● **About this exercise**
Transcribe every entry word for word.

● **Records for this task**
________________________
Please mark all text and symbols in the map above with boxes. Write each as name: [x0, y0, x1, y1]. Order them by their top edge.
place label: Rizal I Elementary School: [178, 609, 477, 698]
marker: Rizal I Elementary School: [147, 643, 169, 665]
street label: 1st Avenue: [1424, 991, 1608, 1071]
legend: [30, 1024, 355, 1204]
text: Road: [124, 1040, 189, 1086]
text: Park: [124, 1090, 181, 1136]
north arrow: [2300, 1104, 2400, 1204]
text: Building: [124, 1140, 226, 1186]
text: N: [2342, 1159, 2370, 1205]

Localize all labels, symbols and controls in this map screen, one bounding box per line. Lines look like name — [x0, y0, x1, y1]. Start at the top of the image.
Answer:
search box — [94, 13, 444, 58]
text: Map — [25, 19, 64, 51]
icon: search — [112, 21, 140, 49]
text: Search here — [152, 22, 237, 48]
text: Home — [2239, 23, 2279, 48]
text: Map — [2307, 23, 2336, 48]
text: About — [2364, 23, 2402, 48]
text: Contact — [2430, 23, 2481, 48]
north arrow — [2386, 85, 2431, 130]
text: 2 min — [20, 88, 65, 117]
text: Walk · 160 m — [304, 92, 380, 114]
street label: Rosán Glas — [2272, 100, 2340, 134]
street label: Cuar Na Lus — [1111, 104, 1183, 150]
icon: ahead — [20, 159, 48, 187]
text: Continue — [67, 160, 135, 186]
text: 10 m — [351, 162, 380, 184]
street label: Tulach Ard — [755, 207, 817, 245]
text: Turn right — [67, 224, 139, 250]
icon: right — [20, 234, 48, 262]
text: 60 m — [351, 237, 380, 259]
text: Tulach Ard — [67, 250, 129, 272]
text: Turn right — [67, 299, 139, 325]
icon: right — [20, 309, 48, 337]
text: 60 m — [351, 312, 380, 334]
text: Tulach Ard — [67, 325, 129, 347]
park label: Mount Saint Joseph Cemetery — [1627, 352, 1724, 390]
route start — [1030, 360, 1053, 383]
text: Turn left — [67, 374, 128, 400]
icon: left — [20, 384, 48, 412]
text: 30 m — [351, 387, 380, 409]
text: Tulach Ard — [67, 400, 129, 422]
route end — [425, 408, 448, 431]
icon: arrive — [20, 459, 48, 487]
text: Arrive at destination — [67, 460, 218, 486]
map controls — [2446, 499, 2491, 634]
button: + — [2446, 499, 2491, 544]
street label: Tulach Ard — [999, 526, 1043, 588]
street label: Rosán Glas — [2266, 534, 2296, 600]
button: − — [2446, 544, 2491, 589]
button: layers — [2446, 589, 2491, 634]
________________________
● **Solution to this task**
Please mark all text and symbols in the map above with boxes. Write each as name: [x0, y0, x1, y1]. Order them by their top edge.
place label: Rizal I Elementary School: [178, 609, 477, 698]
marker: Rizal I Elementary School: [147, 643, 169, 665]
street label: 1st Avenue: [1424, 991, 1608, 1071]
legend: [30, 1024, 355, 1204]
text: Road: [124, 1040, 189, 1086]
text: Park: [124, 1090, 181, 1136]
north arrow: [2300, 1104, 2400, 1204]
text: Building: [124, 1140, 226, 1186]
text: N: [2342, 1159, 2370, 1205]

Localize all labels, symbols and controls in this map screen, one bounding box per line. Lines look like name — [x0, y0, x1, y1]. Start at the top of the image.
Answer:
search box — [94, 13, 444, 58]
text: Map — [25, 19, 64, 51]
icon: search — [112, 21, 140, 49]
text: Search here — [152, 22, 237, 48]
text: Home — [2239, 23, 2279, 48]
text: Map — [2307, 23, 2336, 48]
text: About — [2364, 23, 2402, 48]
text: Contact — [2430, 23, 2481, 48]
north arrow — [2386, 85, 2431, 130]
text: 2 min — [20, 88, 65, 117]
text: Walk · 160 m — [304, 92, 380, 114]
street label: Rosán Glas — [2272, 100, 2340, 134]
street label: Cuar Na Lus — [1111, 104, 1183, 150]
icon: ahead — [20, 159, 48, 187]
text: Continue — [67, 160, 135, 186]
text: 10 m — [351, 162, 380, 184]
street label: Tulach Ard — [755, 207, 817, 245]
text: Turn right — [67, 224, 139, 250]
icon: right — [20, 234, 48, 262]
text: 60 m — [351, 237, 380, 259]
text: Tulach Ard — [67, 250, 129, 272]
text: Turn right — [67, 299, 139, 325]
icon: right — [20, 309, 48, 337]
text: 60 m — [351, 312, 380, 334]
text: Tulach Ard — [67, 325, 129, 347]
park label: Mount Saint Joseph Cemetery — [1627, 352, 1724, 390]
route start — [1030, 360, 1053, 383]
text: Turn left — [67, 374, 128, 400]
icon: left — [20, 384, 48, 412]
text: 30 m — [351, 387, 380, 409]
text: Tulach Ard — [67, 400, 129, 422]
route end — [425, 408, 448, 431]
icon: arrive — [20, 459, 48, 487]
text: Arrive at destination — [67, 460, 218, 486]
map controls — [2446, 499, 2491, 634]
button: + — [2446, 499, 2491, 544]
street label: Tulach Ard — [999, 526, 1043, 588]
street label: Rosán Glas — [2266, 534, 2296, 600]
button: − — [2446, 544, 2491, 589]
button: layers — [2446, 589, 2491, 634]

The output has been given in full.